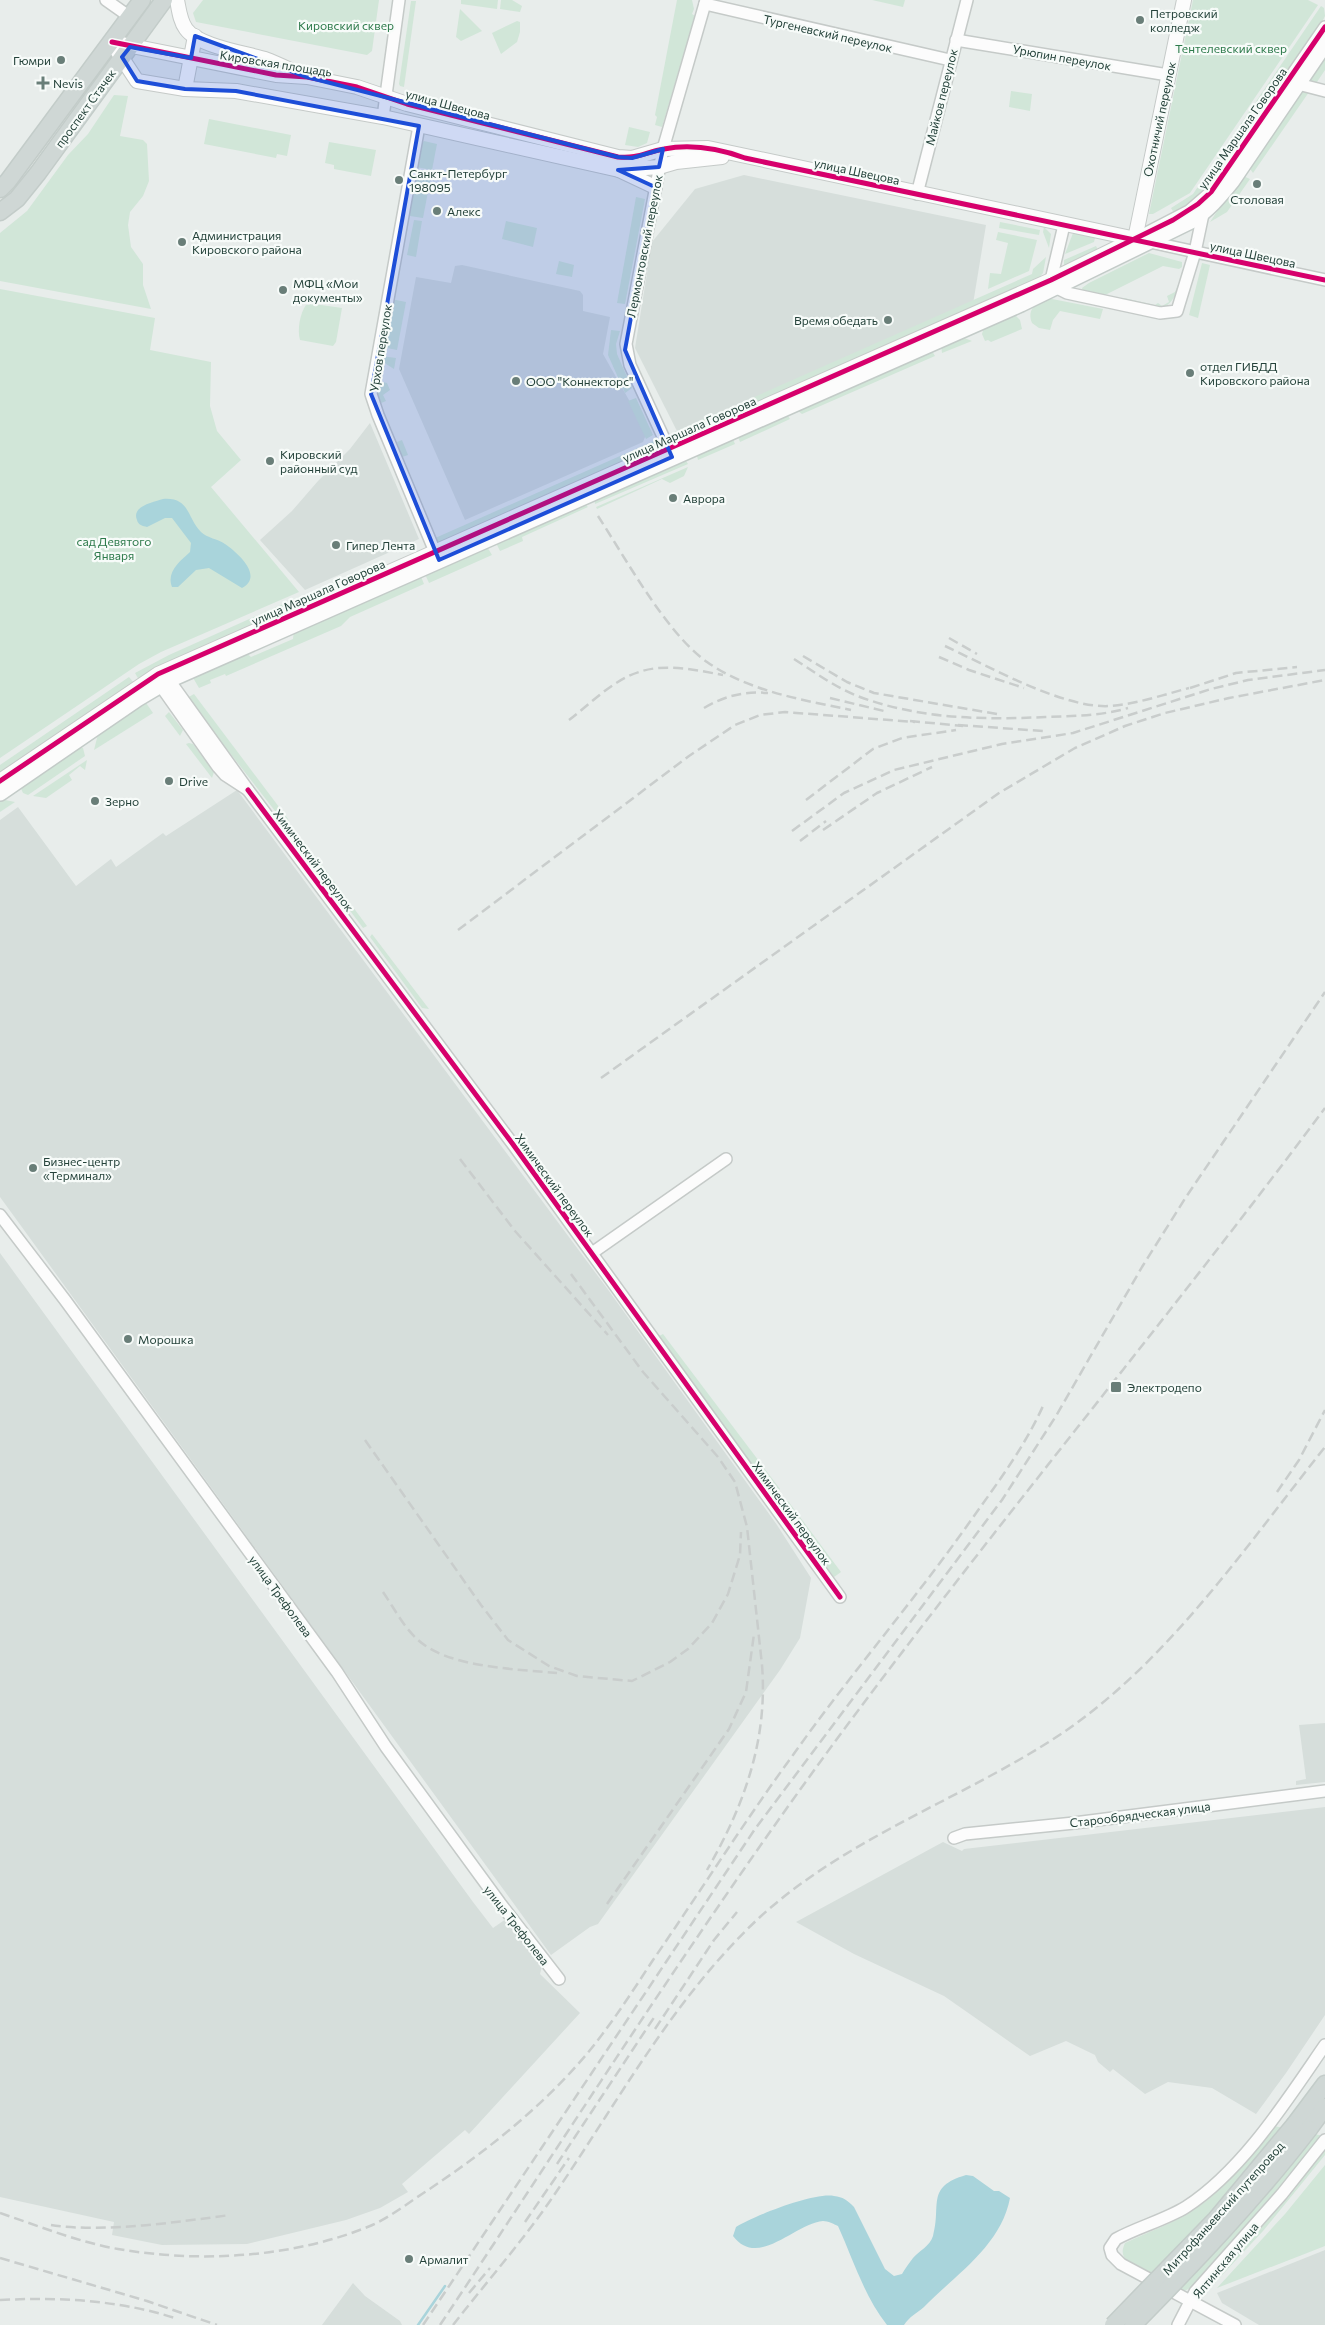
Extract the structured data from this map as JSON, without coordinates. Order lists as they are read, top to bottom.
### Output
{
  "streets": {
    "main road": ["проспект Стачек", "улица Маршала Говорова", "Митрофаньевский путепровод"],
    "street": [
      "Тургеневский переулок",
      "Урюпин переулок",
      "Кировская площадь",
      "Майков переулок",
      "улица Швецова",
      "Охотничий переулок",
      "Лермонтовский переулок",
      "Урхов переулок",
      "Химический переулок",
      "улица Трефолева",
      "Старообрядческая улица",
      "Ялтинская улица"
    ]
  },
  "crossings": [
    ["Тургеневский переулок", "Майков переулок"],
    ["Тургеневский переулок", "Лермонтовский переулок"],
    ["Урюпин переулок", "Майков переулок"],
    ["Урюпин переулок", "Охотничий переулок"],
    ["Кировская площадь", "улица Швецова"],
    ["Кировская площадь", "проспект Стачек"],
    ["Майков переулок", "улица Швецова"],
    ["улица Швецова", "проспект Стачек"],
    ["улица Швецова", "Охотничий переулок"],
    ["улица Швецова", "улица Маршала Говорова"],
    ["улица Швецова", "Лермонтовский переулок"],
    ["улица Швецова", "Урхов переулок"],
    ["Охотничий переулок", "улица Маршала Говорова"],
    ["улица Маршала Говорова", "Лермонтовский переулок"],
    ["улица Маршала Говорова", "Урхов переулок"],
    ["улица Маршала Говорова", "Химический переулок"]
  ],
  "parks": ["Кировский сквер", "Тентелевский сквер", "сад Девятого Января"],
  "places": {
    "other": [
      "Петровский колледж",
      "Гюмри",
      "Санкт-Петербург 198095",
      "Столовая",
      "Алекс",
      "Администрация Кировского района",
      "МФЦ «Мои документы»",
      "Время обедать",
      "отдел ГИБДД Кировского района",
      "ООО \"Коннекторс\"",
      "Кировский районный суд",
      "Аврора",
      "Гипер Лента",
      "Drive",
      "Зерно",
      "Бизнес-центр «Терминал»",
      "Морошка",
      "Армалит"
    ],
    "health": ["Nevis"],
    "transit": ["Электродепо"]
  }
}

- _Your task_: The copy you output must match the entries above exactly, except that it has no pictures.

- _Problem solution_:
Extract the structured data from this map as JSON, without coordinates. Order lists as they are read, top to bottom.
### Output
{
  "streets": {
    "main road": ["проспект Стачек", "улица Маршала Говорова", "Митрофаньевский путепровод"],
    "street": [
      "Тургеневский переулок",
      "Урюпин переулок",
      "Кировская площадь",
      "Майков переулок",
      "улица Швецова",
      "Охотничий переулок",
      "Лермонтовский переулок",
      "Урхов переулок",
      "Химический переулок",
      "улица Трефолева",
      "Старообрядческая улица",
      "Ялтинская улица"
    ]
  },
  "crossings": [
    ["Тургеневский переулок", "Майков переулок"],
    ["Тургеневский переулок", "Лермонтовский переулок"],
    ["Урюпин переулок", "Майков переулок"],
    ["Урюпин переулок", "Охотничий переулок"],
    ["Кировская площадь", "улица Швецова"],
    ["Кировская площадь", "проспект Стачек"],
    ["Майков переулок", "улица Швецова"],
    ["улица Швецова", "проспект Стачек"],
    ["улица Швецова", "Охотничий переулок"],
    ["улица Швецова", "улица Маршала Говорова"],
    ["улица Швецова", "Лермонтовский переулок"],
    ["улица Швецова", "Урхов переулок"],
    ["Охотничий переулок", "улица Маршала Говорова"],
    ["улица Маршала Говорова", "Лермонтовский переулок"],
    ["улица Маршала Говорова", "Урхов переулок"],
    ["улица Маршала Говорова", "Химический переулок"]
  ],
  "parks": ["Кировский сквер", "Тентелевский сквер", "сад Девятого Января"],
  "places": {
    "other": [
      "Петровский колледж",
      "Гюмри",
      "Санкт-Петербург 198095",
      "Столовая",
      "Алекс",
      "Администрация Кировского района",
      "МФЦ «Мои документы»",
      "Время обедать",
      "отдел ГИБДД Кировского района",
      "ООО \"Коннекторс\"",
      "Кировский районный суд",
      "Аврора",
      "Гипер Лента",
      "Drive",
      "Зерно",
      "Бизнес-центр «Терминал»",
      "Морошка",
      "Армалит"
    ],
    "health": ["Nevis"],
    "transit": ["Электродепо"]
  }
}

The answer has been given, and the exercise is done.